Vilsack focuses on poultry, CRP, infant formula announcements |

Vilsack focuses on poultry, CRP, infant formula announcements

At a Senate Agriculture Committee hearing Thursday, May 26, at which he was the only witness, Agriculture Secretary Tom Vilsack focused on USDA’s recent announcements on reform of the poultry tournament system, making it easier for farmers to exit Conservation Reserve Program contracts, and guidance to states on infant formula.

Meanwhile, members of the committee asked about whether the crop insurance system can be adjusted to address planting problems this spring and a myriad of issues important to their states.

Vilsack noted that USDA released a proposed rule to establish greater transparency in poultry growing contracts and the system of compensation known as “tournaments.”

National Farmers Union President Rob Larew said in a news release, “This rule will ensure poultry growers have a fair marketplace, free from retaliation. We will review the proposed rule and share further recommendations with USDA to help ensure the final rule provides the protections poultry growers deserve.”

But National Chicken Council President Mike Brown said, “This is a solution in search of a problem. The last thing the Biden administration should be doing is pushing increased regulations, red tape and costs onto businesses at a time of record inflation and input costs, threatening food security and potentially raising grocery bills even further for Americans.”

“There is a huge misunderstanding in this administration of how businesses operate. Everything this administration has touched has led to increased prices for consumers — whether its gas, home heating bills or infant formula. Chicken seems to be next.”

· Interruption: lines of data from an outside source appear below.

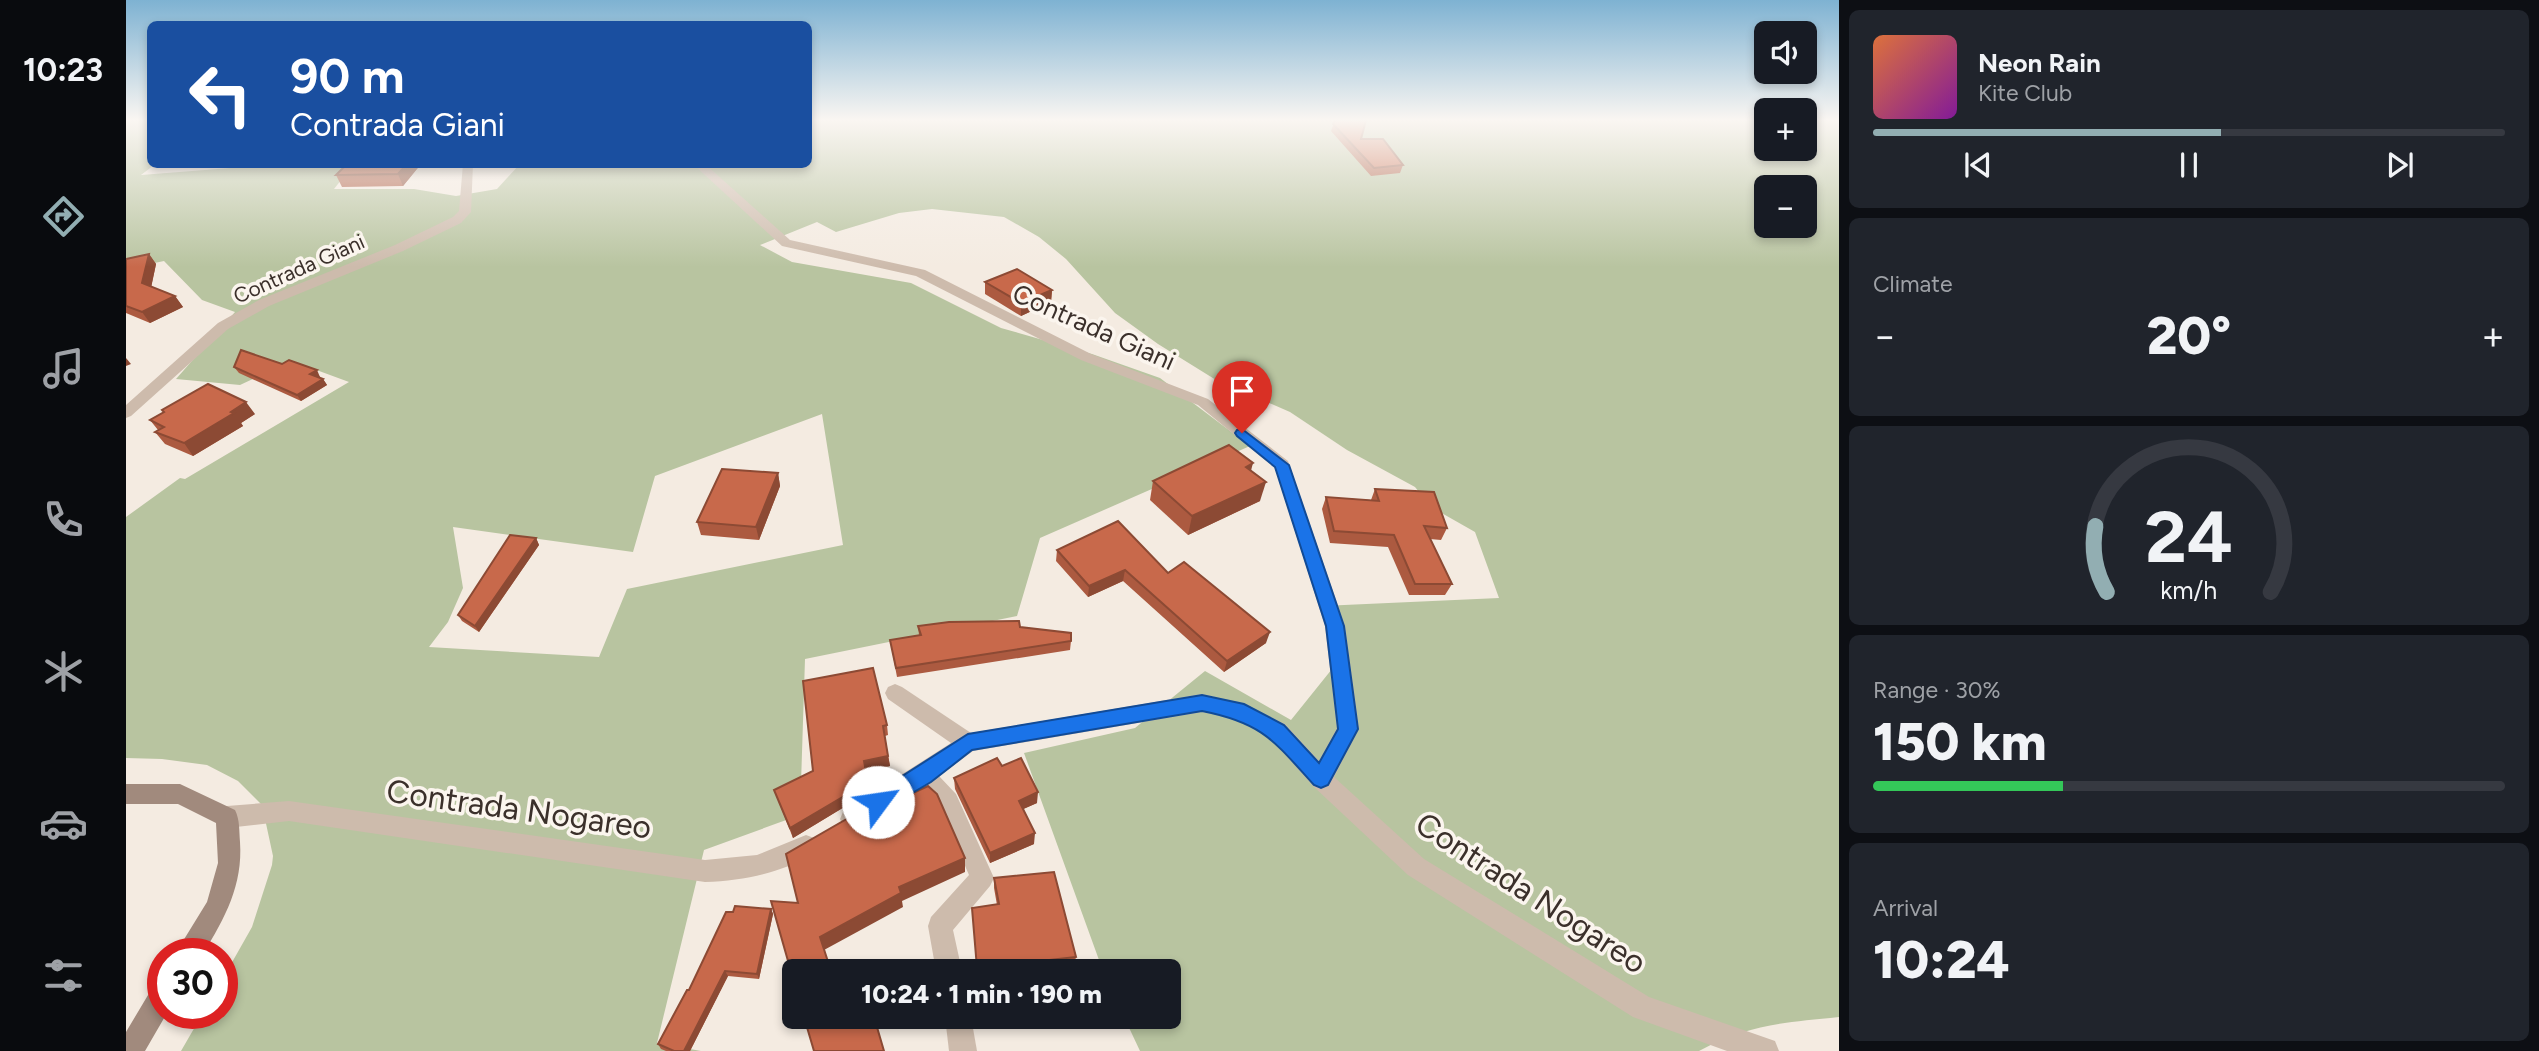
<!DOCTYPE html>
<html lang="en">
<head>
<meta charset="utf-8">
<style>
  body { margin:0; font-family:Figtree,sans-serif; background:#20242c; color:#f1f3f6; height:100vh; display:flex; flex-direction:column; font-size:26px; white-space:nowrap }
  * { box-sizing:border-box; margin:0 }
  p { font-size:23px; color:#9ea1a6 }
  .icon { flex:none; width:38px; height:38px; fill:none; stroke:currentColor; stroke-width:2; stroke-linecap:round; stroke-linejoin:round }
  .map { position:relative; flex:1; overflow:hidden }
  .side { display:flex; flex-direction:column; gap:10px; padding:10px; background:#0d0f14; width:700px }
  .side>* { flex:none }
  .top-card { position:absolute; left:21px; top:21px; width:665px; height:147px; border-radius:10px; box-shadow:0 4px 10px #0003; background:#1a4fa0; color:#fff; overflow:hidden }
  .tools { position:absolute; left:1628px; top:21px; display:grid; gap:14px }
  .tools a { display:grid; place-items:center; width:63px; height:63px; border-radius:10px; background:#171b24; box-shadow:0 4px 10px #0003; font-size:35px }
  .speed { position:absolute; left:21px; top:938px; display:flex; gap:14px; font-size:35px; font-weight:700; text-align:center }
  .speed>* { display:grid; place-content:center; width:91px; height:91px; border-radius:50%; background:#171b24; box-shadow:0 4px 10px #0003; line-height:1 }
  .speed .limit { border:10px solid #d22; background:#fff; color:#111 }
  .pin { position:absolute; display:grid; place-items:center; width:60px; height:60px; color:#fff; margin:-72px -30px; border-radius:50% 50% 50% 0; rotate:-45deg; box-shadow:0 0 7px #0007 }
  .pin .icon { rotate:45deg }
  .me { position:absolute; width:77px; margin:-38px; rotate:59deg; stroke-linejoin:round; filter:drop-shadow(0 0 5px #0008) }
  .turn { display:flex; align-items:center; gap:24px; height:147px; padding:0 28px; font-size:32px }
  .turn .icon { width:91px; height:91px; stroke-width:2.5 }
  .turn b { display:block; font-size:49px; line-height:60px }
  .big { font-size:52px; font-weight:800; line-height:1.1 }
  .side .widget { flex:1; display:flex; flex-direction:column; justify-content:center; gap:10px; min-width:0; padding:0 24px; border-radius:10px; background:#20242c }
  .side .dial { align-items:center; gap:0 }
  .dial svg { height:182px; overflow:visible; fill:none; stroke:#363941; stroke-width:7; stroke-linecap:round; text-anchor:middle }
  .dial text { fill:#f1f3f6; stroke:none }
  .song { display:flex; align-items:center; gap:21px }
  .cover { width:84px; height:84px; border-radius:10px; background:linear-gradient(135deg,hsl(20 70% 55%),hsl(290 70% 35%)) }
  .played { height:7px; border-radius:4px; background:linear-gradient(90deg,#92aeb2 55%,#363941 55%) }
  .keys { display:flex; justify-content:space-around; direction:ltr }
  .heat { display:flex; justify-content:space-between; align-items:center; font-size:38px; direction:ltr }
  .charge { height:10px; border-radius:5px; background:linear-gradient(90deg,#34c759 30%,#363941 0) }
  .trip { position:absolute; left:656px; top:959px; width:399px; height:70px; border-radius:10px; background:#171b24; box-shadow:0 4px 10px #0003; font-weight:800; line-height:70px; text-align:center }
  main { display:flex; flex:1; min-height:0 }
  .tabs { display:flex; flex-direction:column; width:126px; justify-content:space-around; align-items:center; background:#090b0e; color:#9ea1a6 }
  .tabs .icon { width:49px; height:49px }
  .tabs .on { color:#92aeb2 }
  .tabs b { font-size:32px; color:#f1f3f6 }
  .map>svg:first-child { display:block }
</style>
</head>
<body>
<main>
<nav class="tabs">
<b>10:23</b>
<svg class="icon on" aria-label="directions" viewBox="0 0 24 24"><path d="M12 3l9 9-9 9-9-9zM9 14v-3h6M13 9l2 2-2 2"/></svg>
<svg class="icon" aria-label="music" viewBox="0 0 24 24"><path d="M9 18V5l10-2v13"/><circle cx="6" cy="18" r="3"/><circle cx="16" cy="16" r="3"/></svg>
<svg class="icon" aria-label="phone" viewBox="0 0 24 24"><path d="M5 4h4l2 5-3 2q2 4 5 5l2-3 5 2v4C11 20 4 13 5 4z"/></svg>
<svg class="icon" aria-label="climate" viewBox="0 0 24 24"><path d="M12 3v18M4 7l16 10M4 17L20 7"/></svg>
<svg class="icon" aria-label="car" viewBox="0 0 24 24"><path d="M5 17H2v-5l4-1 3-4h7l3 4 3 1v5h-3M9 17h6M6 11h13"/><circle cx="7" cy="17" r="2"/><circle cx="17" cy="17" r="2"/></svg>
<svg class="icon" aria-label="filters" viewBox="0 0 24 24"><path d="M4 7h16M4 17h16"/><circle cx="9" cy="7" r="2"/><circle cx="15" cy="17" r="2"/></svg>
</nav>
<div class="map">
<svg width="1713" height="1051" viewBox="0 0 1713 1051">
  <rect width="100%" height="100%" fill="#f4ebe1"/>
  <path fill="#b8c4a0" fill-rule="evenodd" d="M0 120H24V164L28 165 15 175 142 165H227L208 189H288L330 196 371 189 393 165 682 164 683 120H1640V149H1678V120H1713V1017C1656 1023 1624 1024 1573 1051H1014L998 1017H1043V971H977L898 753 1009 728 1079 671 1165 720 1206 669 1196 606 1373 598 1349 532 1305 507 1289 487 1221 450 1164 412 1090 380 1032 344 989 313 940 259 913 237 878 217 806 209 773 213 710 232 691 222 634 245 666 262 785 283 875 328 966 354 1034 378 1124 446 914 538 891 616 679 659 674 815 578 850 531 1043 575 1051H55L77 1013H96V980L126 927 146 865 147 856 136 805 112 781 81 765 36 759 0 758V517L54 478 59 479 223 382 166 361 114 385 50 379 109 312 76 300 38 261 0 269ZM1640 187H1678V226H1640ZM696 414 717 545 501 589 473 657 303 647 322 622 337 588 327 527 507 552 529 476Z"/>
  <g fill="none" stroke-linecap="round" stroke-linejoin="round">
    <g fill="#cdbbac" fill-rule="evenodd">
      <polygon points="337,164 347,164 345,212 335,223 277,251 143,306 102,329 5,416 0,418 0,405 92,323 133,300 269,245 327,217 333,211"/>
      <polygon points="567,164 579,164 664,240 799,270 965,354 1082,399 1162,461 1219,626 1233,729 1208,777 1298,859 1523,997 1649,1041 1653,1051 1601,1051 1507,1017 1282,875 1187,786 1143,736 1107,718 1076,712 847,751 813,776 830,794 868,878 864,886 827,930 836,971 810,971 802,926 805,917 843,875 814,808 795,788 725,830 717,826 714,819 717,812 825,743 762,699 759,693 762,687 769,684 776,687 845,733 1076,694 1118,704 1159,724 1193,761 1211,728 1199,626 1149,468 1072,405 955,360 790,276 656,246"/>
      <path d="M163 801 579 860 631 855 680 835 688 838 692 846 688 854C653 873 619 881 579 882L163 821 101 828 93 824 90 817 93 810 101 806Z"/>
      <polygon points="819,1017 845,1017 851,1051 823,1051"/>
    </g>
    <g fill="#a18a7d" fill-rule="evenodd">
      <path d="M0 784H54L109 810C114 820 113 831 114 842 117 885 99 918 77 954H49L81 902 92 863 90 823 52 804H0Z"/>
      <polygon points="37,981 37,1013 41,1013 19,1051 0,1051 0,1032 28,985"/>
    </g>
  </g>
  <g fill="#ac5a40">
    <polygon points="1209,120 1235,139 1277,165 1274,173 1245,176 1205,131"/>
    <polygon points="295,164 277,186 216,187 210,175"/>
    <polygon points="23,254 30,264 25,287 49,296 57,307 24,323 0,313 0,259"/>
    <polygon points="859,282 926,290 925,302 895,316 859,294"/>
    <polygon points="156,364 194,377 193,377 197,379 201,385 175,401 113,373 108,367"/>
    <polygon points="129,414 115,423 117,426 67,456 39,444 29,432 32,430 24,420"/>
    <polygon points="1125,471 1134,501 1062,535 1024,500 1027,481"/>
    <polygon points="652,473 654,486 633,540 575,535 571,522"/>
    <polygon points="1249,489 1321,528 1315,540 1304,539 1326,584 1319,595 1283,595 1262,547 1204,543 1196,509 1200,497 1245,500"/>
    <polygon points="410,538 413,545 353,632 336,621 332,615"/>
    <polygon points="931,550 1042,573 1140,643 1098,672 997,581 962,597 930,561"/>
    <polygon points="792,626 894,627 945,641 944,650 771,677 764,640 793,635"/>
    <polygon points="677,681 761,725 762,735 759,736 764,766 740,771 743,792 667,838 648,790 687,771"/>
    <polygon points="876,766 911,803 897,809 908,844 864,863 829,789 828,778"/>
    <polygon points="868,878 950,957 948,966 903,971 851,971 846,908 871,905 868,888"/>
    <polygon points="645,909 647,914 633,979 602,976 564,1051 540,1051 535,1049 532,1044 563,990"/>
  </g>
  <g fill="#8c4a34">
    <polygon points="281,164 295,164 277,186 272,174"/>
    <polygon points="23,254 30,264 24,293 16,283"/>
    <polygon points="926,290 925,302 895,316 895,303"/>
    <polygon points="49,296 57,307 24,323 16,312"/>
    <polygon points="0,358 5,364 0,366"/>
    <polygon points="191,370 194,377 188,381 184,374"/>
    <polygon points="197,379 201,385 175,401 171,395"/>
    <polygon points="120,402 129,414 115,423 117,426 67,456 58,443"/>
    <polygon points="1127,463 1122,482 1120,467"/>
    <polygon points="652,473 654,486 633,540 630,527"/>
    <polygon points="1140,482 1134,501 1062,535 1066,516"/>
    <polygon points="410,538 413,545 353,632 349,626"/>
    <polygon points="999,570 997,581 962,597 963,586"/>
    <polygon points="1144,632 1140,643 1098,672 1101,661"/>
    <polygon points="762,756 764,766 740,771 738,761"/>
    <polygon points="742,782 743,792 667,838 664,828"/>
    <polygon points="912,792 911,803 893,811 893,801"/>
    <polygon points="909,833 908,844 864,863 864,853"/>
    <polygon points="839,858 839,872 776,901 777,907 698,950 694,937 773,887"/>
    <polygon points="645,909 647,914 633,979 631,974"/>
    <polygon points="599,971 602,976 564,1051 558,1051"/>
  </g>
  <g fill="#c8694b" stroke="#8c4a34" stroke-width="2">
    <polygon points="1209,120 1240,120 1235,139 1257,139 1277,165 1248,168 1207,124"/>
    <polygon points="221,164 281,164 272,174 210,175"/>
    <polygon points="23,254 16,283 49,296 16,312 0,306 0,259"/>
    <polygon points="891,269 926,290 895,303 859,282"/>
    <polygon points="115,350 156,364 163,360 191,370 184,374 197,379 171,395 108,367"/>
    <polygon points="82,384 120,402 105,412 108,413 58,443 29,432 38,427 24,420 38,412 36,410"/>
    <polygon points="1103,445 1127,463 1120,467 1140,482 1066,516 1027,481"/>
    <polygon points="596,469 652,473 630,527 571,522"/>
    <polygon points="1249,489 1308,492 1321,528 1298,526 1326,584 1289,584 1268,535 1208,531 1200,497 1253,501"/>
    <polygon points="992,521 1042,573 1058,562 1144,632 1101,661 999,570 963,586 931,550"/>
    <polygon points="384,535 410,538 349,626 332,615"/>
    <polygon points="893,621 894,627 945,633 945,641 770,668 764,640 795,635 792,626 823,622"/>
    <polygon points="747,668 761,725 757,726 762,756 738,761 742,782 664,828 648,790 687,771 677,681"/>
    <polygon points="871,758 876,766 895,758 912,792 893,801 909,833 864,853 828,778"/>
    <polygon points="802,786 811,794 839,858 773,887 775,893 694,937 705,971 668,971 668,982 645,901 672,903 660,854 745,805 747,812"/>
    <polygon points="928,872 950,957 851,968 846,908 873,904 868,878"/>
    <polygon points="609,906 645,909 631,974 599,971 558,1051 548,1051 532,1044 561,990 563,990 600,912 607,912"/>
    <polygon points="678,1017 719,1017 720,1022 748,1017 758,1051 688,1051"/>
  </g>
  <linearGradient id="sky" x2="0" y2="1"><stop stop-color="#7eb2d2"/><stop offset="0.45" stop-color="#faf6f2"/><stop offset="1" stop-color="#faf6f2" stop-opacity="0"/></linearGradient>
  <rect width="1713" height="267" fill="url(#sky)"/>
  <path fill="#1a73e8" stroke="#114b97" stroke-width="2" d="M1116 429 1163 465 1218 626 1232 729 1202 785 1195 788 1188 785C1148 741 1137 723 1076 711L846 750 805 782 759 809 752 812 745 809 742 802 745 796 842 734 1076 695 1118 704 1158 725 1193 763 1212 729 1200 626 1149 467 1111 436 1109 433 1111 430Z"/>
  <g text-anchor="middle" stroke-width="7" stroke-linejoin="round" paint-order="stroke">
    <g font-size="21" fill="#3b302b" stroke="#fbf5ee">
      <text transform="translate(173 269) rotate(-24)" y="7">Contrada Giani</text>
    </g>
    <g font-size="26" fill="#3b302b" stroke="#fbf5ee">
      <text transform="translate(968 327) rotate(24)" y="9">Contrada Giani</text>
    </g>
    <g font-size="32" fill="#3b302b" stroke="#fbf5ee">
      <text transform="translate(393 809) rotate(8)" y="11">Contrada Nogareo</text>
      <text transform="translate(1405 893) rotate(33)" y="11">Contrada Nogareo</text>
    </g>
  </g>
</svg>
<div class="tools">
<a><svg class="icon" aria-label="sound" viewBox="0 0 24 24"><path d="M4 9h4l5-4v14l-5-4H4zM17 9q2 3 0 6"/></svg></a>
<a>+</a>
<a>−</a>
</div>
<div class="speed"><div class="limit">30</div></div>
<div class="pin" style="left:1116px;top:433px;background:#d93025"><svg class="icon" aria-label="arrive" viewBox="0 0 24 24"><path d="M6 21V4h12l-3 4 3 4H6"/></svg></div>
<svg class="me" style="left:752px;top:802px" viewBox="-20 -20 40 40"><circle r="19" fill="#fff"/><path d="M0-13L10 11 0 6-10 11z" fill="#1a73e8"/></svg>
<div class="trip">10:24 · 1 min · 190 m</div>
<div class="top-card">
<div class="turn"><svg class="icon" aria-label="left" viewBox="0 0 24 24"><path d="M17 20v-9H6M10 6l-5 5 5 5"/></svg><div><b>90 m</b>Contrada Giani</div></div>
</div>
</div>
<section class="side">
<div class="widget">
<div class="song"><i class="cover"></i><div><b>Neon Rain</b><p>Kite Club</p></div></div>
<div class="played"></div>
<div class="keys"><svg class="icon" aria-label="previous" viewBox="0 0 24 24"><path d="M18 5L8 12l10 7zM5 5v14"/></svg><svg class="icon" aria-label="pause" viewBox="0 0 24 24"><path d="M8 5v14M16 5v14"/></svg><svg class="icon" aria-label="next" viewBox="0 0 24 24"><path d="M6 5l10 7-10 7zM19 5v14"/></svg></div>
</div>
<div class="widget"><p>Climate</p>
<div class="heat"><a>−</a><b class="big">20°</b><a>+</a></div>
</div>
<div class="widget dial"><svg viewBox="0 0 100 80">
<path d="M14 69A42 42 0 1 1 86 69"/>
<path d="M14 69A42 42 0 0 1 9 40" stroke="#92aeb2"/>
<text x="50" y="56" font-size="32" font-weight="700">24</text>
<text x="50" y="72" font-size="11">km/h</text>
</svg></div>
<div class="widget"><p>Range · 30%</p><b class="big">150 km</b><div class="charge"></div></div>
<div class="widget"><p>Arrival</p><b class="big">10:24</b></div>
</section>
</main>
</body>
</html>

Vilsack also told the senators that USDA will allow Conservation Reserve Program participants who are in the final year of their contract to request voluntary termination following the end of the primary nesting season for fiscal year 2022. Participants approved for this one-time, voluntary termination will not have to repay rental payments, a flexibility implemented this year to help mitigate the global food supply challenges caused by the Russian invasion of Ukraine and other factors.

Under questioning from senators, Vilsack also pointed out that the CRP, which idles land for conservation and wildlife benefits, has mostly land that is “not really that productive” but that if farmers choose to take their land out of CRP and put it back into production “we trust farmers to make decisions for their own operations.”

Vilsack also said that USDA’s contribution to address the baby formula shortage is to encourage state agencies and their formula manufacturers to consider seeking temporary flexibility in their contracts to allow participants in the Special Supplemental Nutrition Assistance Program for Women, Infants and Children to purchase alternate sizes, forms, or brands of during the current shortage.

USDA said it is quickly leveraging the new Access to Baby Formula Act signed by President Biden and will cover the additional costs of alternate brand formulas in states that have contracts with Rickett Mead Johson or Gerber, if the contracted size, form, or brand of formula is unavailable.

In states with Abbott Nutrition contracts, Abbott is covering that cost difference, USDA noted.


Sen. John Hoeven, R-N.D., said that he and Sen. Amy Klobuchar, D-Minn., had led a bipartisan, bicameral letter to Vilsack on Wednesday urging him to “provide support and certainty to producers facing disruptions in spring planting due to excess moisture.”

In the letter, the lawmakers made the case for Vilsack to offset any loss in the crop insurance guarantee for producers that are unable to get into the field until after the final planting date, citing the slow pace of planting nationwide and stressing the need to incentivize greater U.S. agriculture production to help address global food security needs.

“Importantly, payments should be made from sources other than the Federal Crop Insurance Corporation (FCIC) to maintain the actuarial soundness of crop insurance while shielding Approved Insurance Providers (AIPs) from any increased liability,” the letter said.

At the hearing, Hoeven said the money could come from the Commodity Credit Corporation.

Vilsack said he had not yet seen the letter and would consider their points but he noted that making changes to crop insurance, which is supposed to be actuarily sound, is complicated.

Vilsack also assured Sen. Joni Ernst, R-Iowa, that the administration’s commitment to conserve 30% of the land in the country by 2030 would respect private property rights and not restrict access for recreational hunting and fishing.

Of the many issues raised by senators about issues in their states, perhaps most notable was the request from Senate Minority Leader Mitch McConnell, R-Ky., for help with a grain storage facility destroyed by a storm in December. Vilsack said he was working on the problem and that “pop up” storage facilities are being considered for this year.

All the interactions between Vilsack and the senators were cordial except for an exchange with Sen. Roger Marshall, R-Kan., who said that the Biden administration’s policies, from high prices and supply chain issues to the solicitor general’s position favoring state labeling of glyphosate, mean the administration “isn’t building back better” for Kansas farmers.

Vilsack responded that Marshall should take into account the value of exports and the billions of dollars in aid that USDA has distributed.